The tool supports the following conductor models:

1. Ideal delay line
2. Segmented lossless (LC)
3. Segmented lossy (RLGC)

First, choose the appropriate transmission line model for your design and follow the steps in that section. You can ignore the other models.

Transmission line model 1: Ideal delay line

It is a purely mathematical model that requires only line impedance (Z0) and propagation delay (TD).

Step 1: Enter Line Impedance (Z0) (Ω) and Propagation Delay (TD) (ns).

Step 2: Select the source type under the Source Parameters drop-down: Step (Signal Pulse) or Clock (Period).

• If you choose Step (Signal Pulse), enter Launch Voltage/Amplitude (V) and Rise Time (ns).

• If you select Clock (Period), enter Launch Voltage/Amplitude (V), Frequency (MHz), Duty Cycle (%), and Rise/Fall Time (ns).

Step 3: Provide Source Resistance (Rs) (Ω) and Load Resistance (Rl) (Ω) under the Input/Output Paramaters section.

Step 4: Enter Stop Time (ns) in the Analysis Parameters block and click Simulate.

The output waveform will appear as shown below.

Transmission line model 2: Segmented Lossless (LC)

This structure models the trace as a physical chain of inductors and capacitors.
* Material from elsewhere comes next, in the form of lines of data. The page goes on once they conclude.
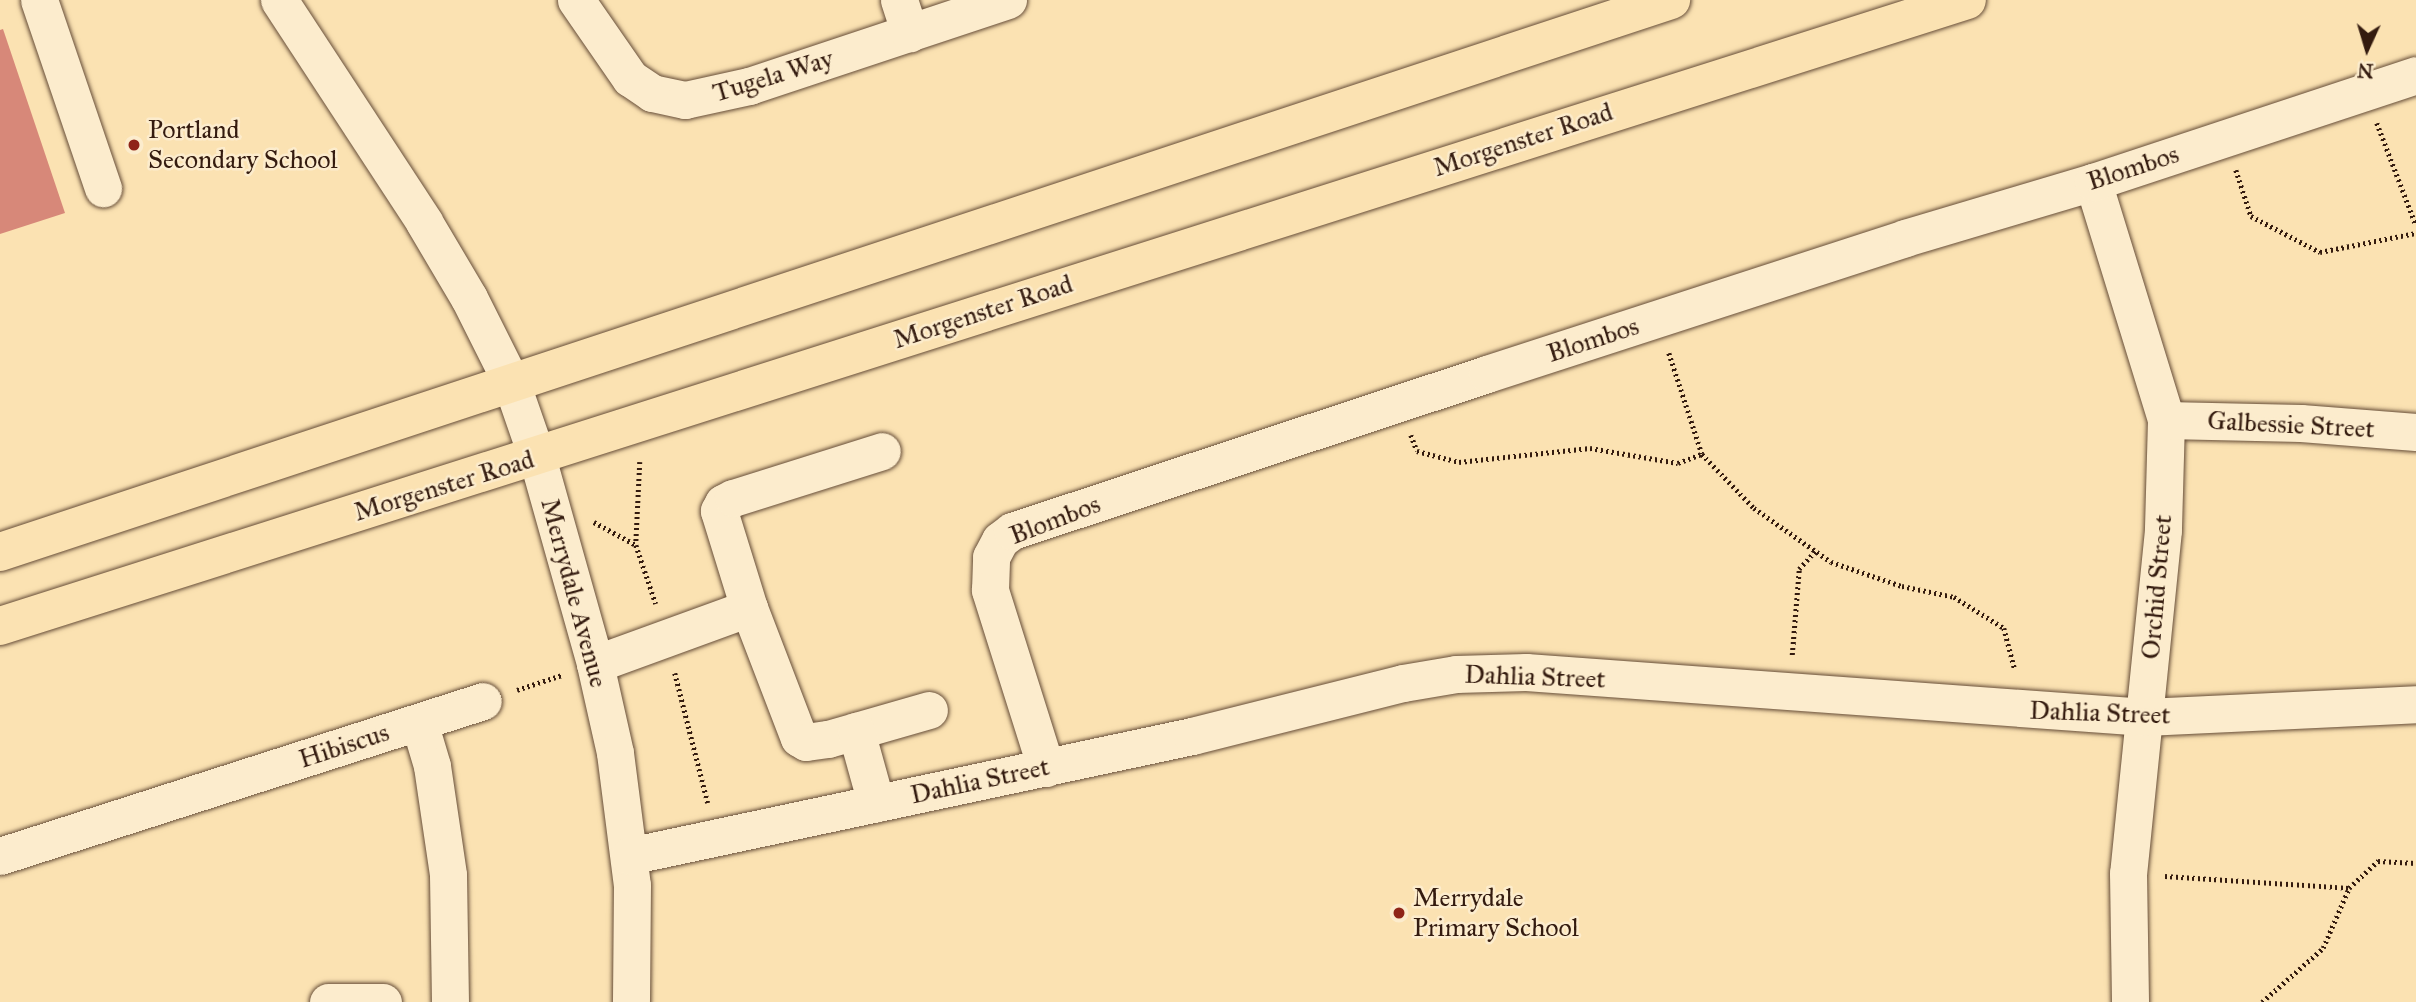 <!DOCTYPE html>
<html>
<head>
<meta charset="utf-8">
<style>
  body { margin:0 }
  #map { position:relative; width:2416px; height:1002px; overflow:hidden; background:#fbe2b2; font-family:"IM FELL Great Primer",serif }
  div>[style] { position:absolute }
  .building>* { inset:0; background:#d78879 }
  .path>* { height:4.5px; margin-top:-2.25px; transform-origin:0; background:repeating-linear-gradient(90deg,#341b0f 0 2px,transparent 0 5.5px) }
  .roads { filter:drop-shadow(0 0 2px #664d38) drop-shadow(0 0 2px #664d38) }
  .minor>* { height:37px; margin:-18.5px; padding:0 18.5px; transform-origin:18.5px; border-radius:18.5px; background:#fceccd }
  .major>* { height:38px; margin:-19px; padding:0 19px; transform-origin:19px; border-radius:19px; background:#fbe2b2 }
  .dots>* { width:19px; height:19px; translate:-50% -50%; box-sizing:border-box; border:4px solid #fceccd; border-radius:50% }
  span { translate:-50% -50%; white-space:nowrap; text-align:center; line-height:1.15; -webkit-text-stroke:5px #fceccd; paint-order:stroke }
  .street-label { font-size:26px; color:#341b0f }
  .poi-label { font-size:26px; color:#341b0f }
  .left { translate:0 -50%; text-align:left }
  .north { position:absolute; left:2332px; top:14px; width:70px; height:70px; -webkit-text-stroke:5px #fceccd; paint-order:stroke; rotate:184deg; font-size:19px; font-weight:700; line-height:28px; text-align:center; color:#341b0f }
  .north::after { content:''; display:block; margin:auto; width:24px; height:32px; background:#341b0f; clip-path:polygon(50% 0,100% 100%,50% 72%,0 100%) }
</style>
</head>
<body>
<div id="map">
  <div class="building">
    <i style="clip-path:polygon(3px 29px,65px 213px,0 234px,0 30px)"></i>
  </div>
  <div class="path">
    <i style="left:2377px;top:123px;width:109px;rotate:69.1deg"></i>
    <i style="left:2236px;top:170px;width:48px;rotate:71.9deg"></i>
    <i style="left:2251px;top:216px;width:78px;rotate:27.6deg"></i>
    <i style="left:2320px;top:252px;width:98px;rotate:-11.2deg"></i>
    <i style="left:1669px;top:353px;width:106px;rotate:71.9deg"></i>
    <i style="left:1702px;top:454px;width:75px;rotate:46.1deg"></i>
    <i style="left:1754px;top:508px;width:94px;rotate:35deg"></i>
    <i style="left:1831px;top:562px;width:75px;rotate:18.7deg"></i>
    <i style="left:1902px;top:586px;width:53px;rotate:11.9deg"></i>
    <i style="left:1954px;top:597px;width:59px;rotate:31.8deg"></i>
    <i style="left:2004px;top:628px;width:43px;rotate:75.3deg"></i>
    <i style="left:1411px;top:435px;width:17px;rotate:69deg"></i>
    <i style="left:1417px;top:451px;width:43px;rotate:14.7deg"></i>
    <i style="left:1459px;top:462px;width:132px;rotate:-6.1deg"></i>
    <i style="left:1590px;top:448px;width:89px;rotate:9.7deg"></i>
    <i style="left:1678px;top:463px;width:26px;rotate:-21deg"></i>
    <i style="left:640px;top:462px;width:83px;rotate:92.8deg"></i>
    <i style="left:636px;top:545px;width:62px;rotate:71.3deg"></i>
    <i style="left:594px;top:522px;width:48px;rotate:28.7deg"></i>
    <i style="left:1792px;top:655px;width:86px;rotate:-85.3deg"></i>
    <i style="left:1799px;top:569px;width:24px;rotate:-48deg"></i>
    <i style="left:675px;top:673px;width:134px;rotate:75.8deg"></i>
    <i style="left:517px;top:690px;width:47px;rotate:-18.4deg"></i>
    <i style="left:2165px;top:876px;width:184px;rotate:3.7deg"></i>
    <i style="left:2262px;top:1002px;width:81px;rotate:-41.5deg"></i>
    <i style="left:2323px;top:948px;width:65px;rotate:-66.6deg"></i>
    <i style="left:2349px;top:888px;width:40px;rotate:-43deg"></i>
    <i style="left:2378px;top:861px;width:38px;rotate:3deg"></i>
  </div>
  <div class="roads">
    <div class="minor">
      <i style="left:39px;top:0;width:199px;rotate:71.2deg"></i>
      <i style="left:279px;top:0;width:265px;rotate:56.8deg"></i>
      <i style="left:424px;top:222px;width:88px;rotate:59.4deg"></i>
      <i style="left:469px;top:298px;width:94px;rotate:63.4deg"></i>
      <i style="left:511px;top:382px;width:79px;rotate:70.9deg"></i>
      <i style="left:537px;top:457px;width:215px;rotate:74.3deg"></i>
      <i style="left:595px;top:664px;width:91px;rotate:77.3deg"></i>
      <i style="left:615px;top:753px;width:133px;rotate:82.7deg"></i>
      <i style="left:632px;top:885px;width:117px;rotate:90.5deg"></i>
      <i style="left:576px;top:0;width:95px;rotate:55.3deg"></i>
      <i style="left:630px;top:78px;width:27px;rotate:34deg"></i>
      <i style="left:652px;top:93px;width:34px;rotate:12deg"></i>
      <i style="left:685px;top:100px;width:66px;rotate:-12.3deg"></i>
      <i style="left:749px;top:86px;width:273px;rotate:-18.4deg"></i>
      <i style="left:899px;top:0;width:35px;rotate:72deg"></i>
      <i style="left:2093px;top:182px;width:249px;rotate:72.9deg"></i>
      <i style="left:2166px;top:420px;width:110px;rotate:91.6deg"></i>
      <i style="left:2163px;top:530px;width:345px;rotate:95.8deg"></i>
      <i style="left:2128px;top:873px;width:129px;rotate:89.1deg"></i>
      <i style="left:2166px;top:420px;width:135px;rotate:1.3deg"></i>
      <i style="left:2301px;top:423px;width:115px;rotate:4.5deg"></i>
      <i style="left:749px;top:608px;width:139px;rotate:69deg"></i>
      <i style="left:799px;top:738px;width:8px;rotate:30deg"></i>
      <i style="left:806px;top:742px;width:22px;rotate:-8deg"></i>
      <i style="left:828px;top:739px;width:105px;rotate:-16deg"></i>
      <i style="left:595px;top:664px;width:164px;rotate:-20deg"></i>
      <i style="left:749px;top:608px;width:102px;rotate:-107.2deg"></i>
      <i style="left:719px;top:511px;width:9px;rotate:-63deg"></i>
      <i style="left:723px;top:503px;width:11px;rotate:-27deg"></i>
      <i style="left:733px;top:498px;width:156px;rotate:-17.5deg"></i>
      <i style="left:419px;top:722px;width:46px;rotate:73.5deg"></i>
      <i style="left:432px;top:766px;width:110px;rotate:81.6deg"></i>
      <i style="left:448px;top:875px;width:127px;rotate:89.1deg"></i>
      <i style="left:856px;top:731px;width:75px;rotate:74.5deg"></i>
      <i style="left:1046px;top:768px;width:187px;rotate:-107.5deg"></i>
      <i style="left:990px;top:590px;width:33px;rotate:-88deg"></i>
      <i style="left:991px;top:557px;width:19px;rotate:-62deg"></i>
      <i style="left:1000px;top:540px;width:15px;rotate:-37deg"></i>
      <i style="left:1012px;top:531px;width:500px;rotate:-18.29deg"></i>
      <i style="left:1487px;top:374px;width:440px;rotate:-18deg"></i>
      <i style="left:1905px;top:238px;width:196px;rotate:-16.6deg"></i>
      <i style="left:2093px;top:182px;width:340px;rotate:-18.3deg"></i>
      <i style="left:0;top:856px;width:507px;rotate:-17.79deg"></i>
      <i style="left:629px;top:856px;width:576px;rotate:-12.03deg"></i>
      <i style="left:1192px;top:736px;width:218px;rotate:-14.1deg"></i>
      <i style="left:1403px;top:683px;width:54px;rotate:-9.6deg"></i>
      <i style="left:1456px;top:674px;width:70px;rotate:-1.6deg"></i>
      <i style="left:1526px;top:672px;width:621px;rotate:4.16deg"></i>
      <i style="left:2145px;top:717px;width:271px;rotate:-2.7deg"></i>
      <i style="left:328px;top:1002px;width:55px"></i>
    </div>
    <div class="major">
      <i style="left:0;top:552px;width:1760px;rotate:-18.28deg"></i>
      <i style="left:0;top:626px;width:2064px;rotate:-17.65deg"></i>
    </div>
  </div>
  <div class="dots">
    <i style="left:134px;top:145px;background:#8f2418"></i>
    <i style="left:1399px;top:913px;background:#8f2418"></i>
  </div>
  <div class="street-label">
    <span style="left:773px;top:76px;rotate:-17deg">Tugela Way</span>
    <span style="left:1523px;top:140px;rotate:-18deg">Morgenster Road</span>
    <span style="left:2133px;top:168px;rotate:-18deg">Blombos</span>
    <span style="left:983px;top:312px;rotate:-18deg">Morgenster Road</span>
    <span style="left:1593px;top:340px;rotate:-18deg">Blombos</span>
    <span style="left:2291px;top:425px;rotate:3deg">Galbessie Street</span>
    <span style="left:444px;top:486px;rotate:-17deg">Morgenster Road</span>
    <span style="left:1055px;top:520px;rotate:-21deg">Blombos</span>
    <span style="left:2157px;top:587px;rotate:-85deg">Orchid Street</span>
    <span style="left:574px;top:593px;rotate:75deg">Merrydale Avenue</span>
    <span style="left:1535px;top:677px;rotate:2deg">Dahlia Street</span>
    <span style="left:2100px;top:713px;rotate:2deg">Dahlia Street</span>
    <span style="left:344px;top:746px;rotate:-18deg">Hibiscus</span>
    <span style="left:980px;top:781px;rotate:-12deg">Dahlia Street</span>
  </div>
  <div class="poi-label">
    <span class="left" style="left:148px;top:145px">Portland<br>Secondary School</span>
    <span class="left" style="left:1413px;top:913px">Merrydale<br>Primary School</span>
  </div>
  <div class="north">N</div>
</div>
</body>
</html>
It accurately captures signal ripple, dispersion, and the impact of track length.

Step 1: Enter Inductance (nH/inches), Capacitance (pF/inches), and Total Length (inches).
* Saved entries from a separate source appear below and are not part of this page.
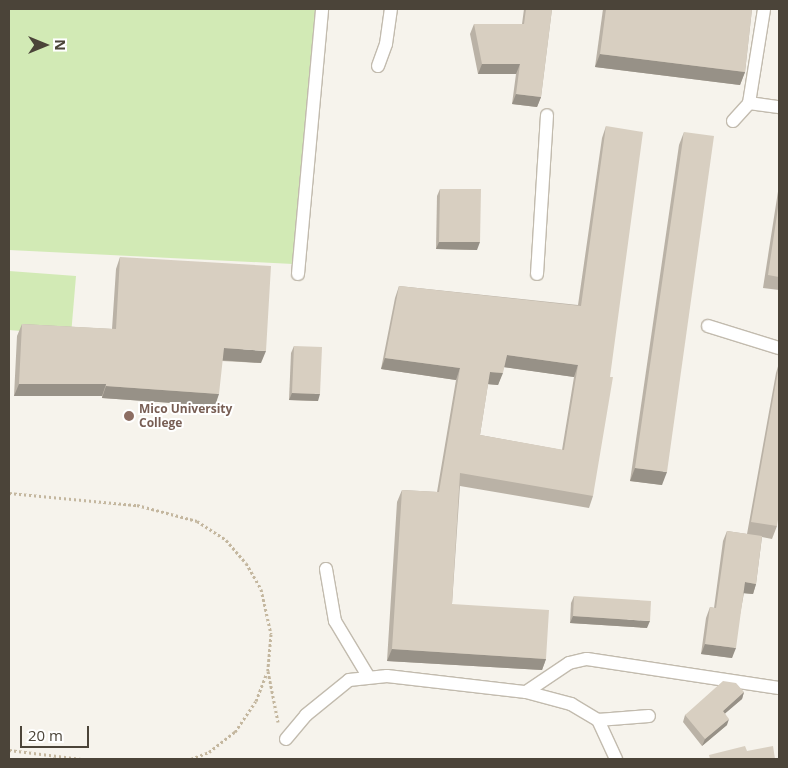 <!DOCTYPE html>
<style>
body{margin:0}
#map{position:relative;width:788px;height:768px;overflow:hidden;background:#f6f3ec;font-family:"Open Sans",sans-serif}
div>[style]{position:absolute}
.green>*{inset:0;background:#d2eab5}
.path>*{height:3px;margin-top:-1.5px;transform-origin:0;background:repeating-linear-gradient(90deg,#c4b79f 0 2.5px,transparent 0 5px)}
.roads{filter:drop-shadow(1px 0 #c2bbae) drop-shadow(-1px 0 #c2bbae) drop-shadow(0 1px #c2bbae) drop-shadow(0 -1px #c2bbae)}
.lane>*{height:12px;margin:-6px;padding:0 6px;transform-origin:6px;border-radius:6px;background:#fff}
.wall>*{inset:0;background:#bab2a6}
.shaded-wall>*{inset:0;background:#979187}
.building>*{inset:0;background:#d8cfc1}
.dots>*{width:14px;height:14px;translate:-50% -50%;box-sizing:border-box;border:2px solid #fff;border-radius:50%}
span{translate:-50% -50%;white-space:nowrap;text-align:center;line-height:1.15;-webkit-text-stroke:4px #fff;paint-order:stroke}
.education-label{font-size:12px;color:#785e54;font-weight:700}
.left{translate:0 -50%;text-align:left}
.frame{position:absolute;inset:0;border:10px solid #4b4439;pointer-events:none}
.north{position:absolute;left:20px;top:20px;width:50px;height:50px;-webkit-text-stroke:4px #fff;paint-order:stroke;rotate:90deg;font-size:14px;font-weight:700;line-height:20px;text-align:center;color:#4b4439}
.north::after{content:'';display:block;margin:auto;width:18px;height:22px;background:#4b4439;clip-path:polygon(50% 0,100% 100%,50% 72%,0 100%)}
.scale{position:absolute;left:20px;top:726px;width:69px;height:22px;box-sizing:border-box;border:2px solid #4b4439;border-top:0;padding-left:6px;font-size:15px;line-height:18px;white-space:nowrap;color:#4b4439;-webkit-text-stroke:4px #fff;paint-order:stroke}
</style>
<div id="map">
<div class="green">
<div style="clip-path:polygon(9px 9px,319px 9px,293px 264px,9px 250px)"></div>
<div style="clip-path:polygon(9px 271px,76px 276px,71px 335px,9px 330px)"></div>
</div>
<div class="path">
<div style="left:9px;top:493px;width:129px;rotate:5.4deg"></div>
<div style="left:137px;top:505px;width:62px;rotate:14.9deg"></div>
<div style="left:197px;top:521px;width:35px;rotate:33deg"></div>
<div style="left:226px;top:540px;width:30px;rotate:49deg"></div>
<div style="left:246px;top:563px;width:30px;rotate:60deg"></div>
<div style="left:261px;top:589px;width:46px;rotate:77.5deg"></div>
<div style="left:271px;top:634px;width:37px;rotate:95deg"></div>
<div style="left:268px;top:671px;width:52px;rotate:78.9deg"></div>
<div style="left:9px;top:750px;width:73px;rotate:7.1deg"></div>
<div style="left:191px;top:759px;width:19px;rotate:-21deg"></div>
<div style="left:209px;top:752px;width:33px;rotate:-38deg"></div>
<div style="left:235px;top:732px;width:37px;rotate:-56deg"></div>
<div style="left:256px;top:701px;width:30px;rotate:-69deg"></div>
</div>
<div class="roads">
<div class="lane">
<div style="left:378px;top:66px;width:23px;rotate:-70deg"></div>
<div style="left:386px;top:44px;width:35px;rotate:-82deg"></div>
<div style="left:749px;top:103px;width:30px;rotate:8deg"></div>
<div style="left:733px;top:121px;width:24px;rotate:-48deg"></div>
<div style="left:749px;top:103px;width:95px;rotate:-80.9deg"></div>
<div style="left:298px;top:274px;width:266px;rotate:-84.8deg"></div>
<div style="left:537px;top:274px;width:159px;rotate:-86.4deg"></div>
<div style="left:708px;top:326px;width:74px;rotate:17.2deg"></div>
<div style="left:326px;top:569px;width:53px;rotate:80.2deg"></div>
<div style="left:335px;top:621px;width:64px;rotate:59deg"></div>
<div style="left:526px;top:692px;width:52px;rotate:-34deg"></div>
<div style="left:569px;top:663px;width:18px;rotate:-13deg"></div>
<div style="left:587px;top:659px;width:194px;rotate:8.6deg"></div>
<div style="left:598px;top:720px;width:51px;rotate:-4.5deg"></div>
<div style="left:286px;top:739px;width:31px;rotate:-50deg"></div>
<div style="left:306px;top:715px;width:55px;rotate:-39.1deg"></div>
<div style="left:349px;top:680px;width:38px;rotate:-6deg"></div>
<div style="left:387px;top:676px;width:140px;rotate:6.6deg"></div>
<div style="left:526px;top:692px;width:47px;rotate:14.9deg"></div>
<div style="left:571px;top:704px;width:31px;rotate:31deg"></div>
<div style="left:598px;top:720px;width:43px;rotate:65.2deg"></div>
</div>
</div>
<div class="wall">
<div style="clip-path:polygon(524px 9px,552px 9px,541px 97px,537px 107px,512px 104px,516px 74px,478px 74px,470px 34px,474px 24px,522px 24px)"></div>
<div style="clip-path:polygon(603px 9px,752px 9px,745px 72px,740px 85px,595px 67px)"></div>
<div style="clip-path:polygon(evenodd,606px 126px,593px 496px,589px 508px,460px 486px,452px 604px,546px 659px,542px 670px,387px 661px,397px 502px,402px 490px,437px 492px,456px 380px,381px 369px,395px 298px,399px 286px,578px 305px,602px 138px,606px 126px,504px 367px,574px 377px,562px 450px,480px 435px,488px 384px,498px 385px,504px 367px)"></div>
<div style="clip-path:polygon(684px 132px,662px 485px,630px 481px,679px 145px)"></div>
<div style="clip-path:polygon(779px 185px,779px 290px,763px 288px)"></div>
<div style="clip-path:polygon(440px 189px,477px 250px,436px 249px,437px 196px)"></div>
<div style="clip-path:polygon(120px 257px,261px 363px,222px 361px,215px 406px,102px 398px,102px 396px,14px 396px,17px 336px,22px 324px,112px 329px,116px 269px)"></div>
<div style="clip-path:polygon(294px 346px,318px 401px,289px 400px,291px 353px)"></div>
<div style="clip-path:polygon(779px 363px,777px 526px,772px 539px,762px 537px,756px 584px,753px 594px,744px 593px,732px 658px,701px 654px,706px 618px,710px 607px,714px 608px,723px 541px,727px 531px,747px 534px,776px 373px)"></div>
<div style="clip-path:polygon(574px 596px,647px 628px,570px 623px,571px 603px)"></div>
<div style="clip-path:polygon(744px 692px,742px 699px,725px 713px,727px 725px,702px 746px,683px 722px,685px 715px)"></div>
</div>
<div class="shaded-wall">
<div style="clip-path:polygon(600px 54px,745px 72px,740px 85px,595px 67px)"></div>
<div style="clip-path:polygon(482px 64px,520px 64px,516px 74px,478px 74px)"></div>
<div style="clip-path:polygon(516px 94px,541px 97px,537px 107px,512px 104px)"></div>
<div style="clip-path:polygon(439px 242px,480px 242px,477px 250px,436px 249px)"></div>
<div style="clip-path:polygon(224px 348px,266px 351px,261px 363px,219px 360px)"></div>
<div style="clip-path:polygon(507px 355px,578px 365px,574px 377px,503px 367px)"></div>
<div style="clip-path:polygon(385px 358px,460px 368px,456px 380px,381px 369px)"></div>
<div style="clip-path:polygon(490px 372px,503px 373px,498px 385px,486px 384px)"></div>
<div style="clip-path:polygon(19px 384px,106px 384px,102px 396px,14px 396px)"></div>
<div style="clip-path:polygon(106px 386px,219px 394px,215px 406px,102px 398px)"></div>
<div style="clip-path:polygon(292px 393px,320px 394px,318px 401px,289px 400px)"></div>
<div style="clip-path:polygon(635px 468px,667px 472px,662px 485px,630px 481px)"></div>
<div style="clip-path:polygon(745px 582px,756px 584px,753px 594px,741px 593px)"></div>
<div style="clip-path:polygon(573px 616px,650px 621px,647px 628px,570px 623px)"></div>
<div style="clip-path:polygon(705px 644px,736px 648px,732px 658px,701px 654px)"></div>
<div style="clip-path:polygon(392px 649px,546px 659px,542px 670px,387px 661px)"></div>
<div style="clip-path:polygon(744px 692px,742px 699px,721px 717px,723px 711px)"></div>
<div style="clip-path:polygon(729px 719px,727px 725px,702px 746px,705px 739px)"></div>
</div>
<div class="building">
<div style="clip-path:polygon(526px 9px,552px 9px,541px 97px,516px 94px,520px 64px,482px 64px,474px 24px,524px 24px)"></div>
<div style="clip-path:polygon(606px 9px,752px 9px,745px 72px,600px 54px)"></div>
<div style="clip-path:polygon(evenodd,606px 126px,643px 132px,610px 377px,613px 377px,593px 496px,460px 473px,452px 604px,549px 610px,546px 659px,392px 649px,402px 490px,439px 492px,460px 368px,385px 358px,399px 286px,581px 306px,606px 126px,507px 355px,578px 365px,564px 450px,480px 435px,490px 372px,503px 373px,507px 355px)"></div>
<div style="clip-path:polygon(684px 132px,714px 136px,667px 472px,635px 468px)"></div>
<div style="clip-path:polygon(440px 189px,481px 189px,480px 242px,439px 242px)"></div>
<div style="clip-path:polygon(779px 201px,779px 277px,768px 275px)"></div>
<div style="clip-path:polygon(120px 257px,271px 266px,266px 351px,224px 348px,219px 394px,106px 386px,106px 384px,19px 384px,22px 324px,116px 329px)"></div>
<div style="clip-path:polygon(294px 346px,322px 347px,320px 394px,292px 393px)"></div>
<div style="clip-path:polygon(779px 365px,779px 513px,777px 526px,751px 522px)"></div>
<div style="clip-path:polygon(727px 531px,762px 536px,756px 584px,745px 582px,736px 648px,705px 644px,710px 607px,716px 608px)"></div>
<div style="clip-path:polygon(574px 596px,651px 601px,650px 621px,573px 616px)"></div>
<div style="clip-path:polygon(723px 681px,736px 683px,744px 692px,723px 711px,729px 719px,705px 739px,685px 715px)"></div>
<div style="clip-path:polygon(745px 746px,747px 751px,773px 746px,775px 759px,710px 759px,709px 755px)"></div>
</div>
<div class="dots">
<div style="left:129px;top:416px;background:#8d6e63"></div>
</div>
<div class="education-label">
<span class="left" style="left:139px;top:416px">Mico University<br>College</span>
</div>
<div class="frame"></div>
<div class="north">N</div>
<div class="scale">20 m</div>
</div>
Step 2: Select the source type under the Source Parameters drop-down: Step (Signal Pulse) or Clock (Period).

• If you choose Step (Signal Pulse), enter Launch Voltage/Amplitude (V) and Rise Time (ns).

• If you select Clock (Period), enter Launch Voltage/Amplitude (V), Frequency (MHz), Duty Cycle (%), and Rise/Fall Time (ns).

Step 3: Provide Source Resistance (Rs) (Ω), Source Inductance (Ls) (nH), Source Capacitance (cs) (pF), Load Resistance (RI) (Ω), Load Inductance (LI) (nH), and Load Capacitance (Cl) (pF).

Step 4: Enter Stop Time (ns) in the Analysis Parameters block and click Simulate.

The tool will display the results as shown below.

Transmission line model 3: Segmented Lossy (RLGC)

It is the most realistic model.  This structure adds resistance and conductance to simulate signal attenuation (loss) and leakage over long trace lengths.

Step 1: Enter Resistance (Ω/inches), Inductance (nH/inches), Conductance (S/inches), Capacitance (pF/inches), and Total Length (inches).

Step 2: Select the source type under the Source Parameters drop-down: Step (Signal Pulse) or Clock (Period).

• If you choose Step (Signal Pulse), enter Launch Voltage/Amplitude (V) and Rise Time (ns).

• If you select Clock (Period), enter Launch Voltage/Amplitude (V), Frequency (MHz), Duty Cycle (%), and Rise/Fall Time (ns).

Step 3: Provide Source Resistance (Rs) (Ω), Source Inductance (Ls) (nH), Source Capacitance (cs) (pF), Load Resistance (RI) (Ω), Load Inductance (LI) (nH), and Load Capacitance (Cl) (pF).

Step 4: Enter Stop Time (ns) in the Analysis Parameters block and click Simulate.

The tool generates waveform plots and calculates key signal integrity metrics as shown below.

How to interpret the simulation outputs

The tool displays three key waveforms:

• Source V(s): The perfect signal generated inside the driver with no losses.
• Input V(1): The signal entering the transmission line. This reflects source impedance effects.
• Output V(2): The signal at the receiver, including all reflections, delays, and attenuation.

A clean output waveform indicates uniform impedance and effective termination. A distorted waveform (overshoot, undershoot, ringing, or slow edges) reflects signal integrity issues.

In addition to the waveforms, the tool automatically computes:

• Rise/fall time at v(2): Indicates signal degradation due to loading and parasitics.
• Ringing frequency at v(2): Identifies oscillations caused by impedance mismatch.
• Actual propagation delay: Measures signal travel time from source to load.

These metrics help validate timing and signal integrity requirements.

The Transmission Line Reflection Calculator enables accurate prediction of signal behavior in high-speed PCB designs. By combining SPICE-based simulation with flexible parameter control, the tool helps you identify reflection issues, optimize termination, and ensure reliable signal transmission. Use this tool to reduce design iterations, improve signal integrity, and build robust high-speed systems.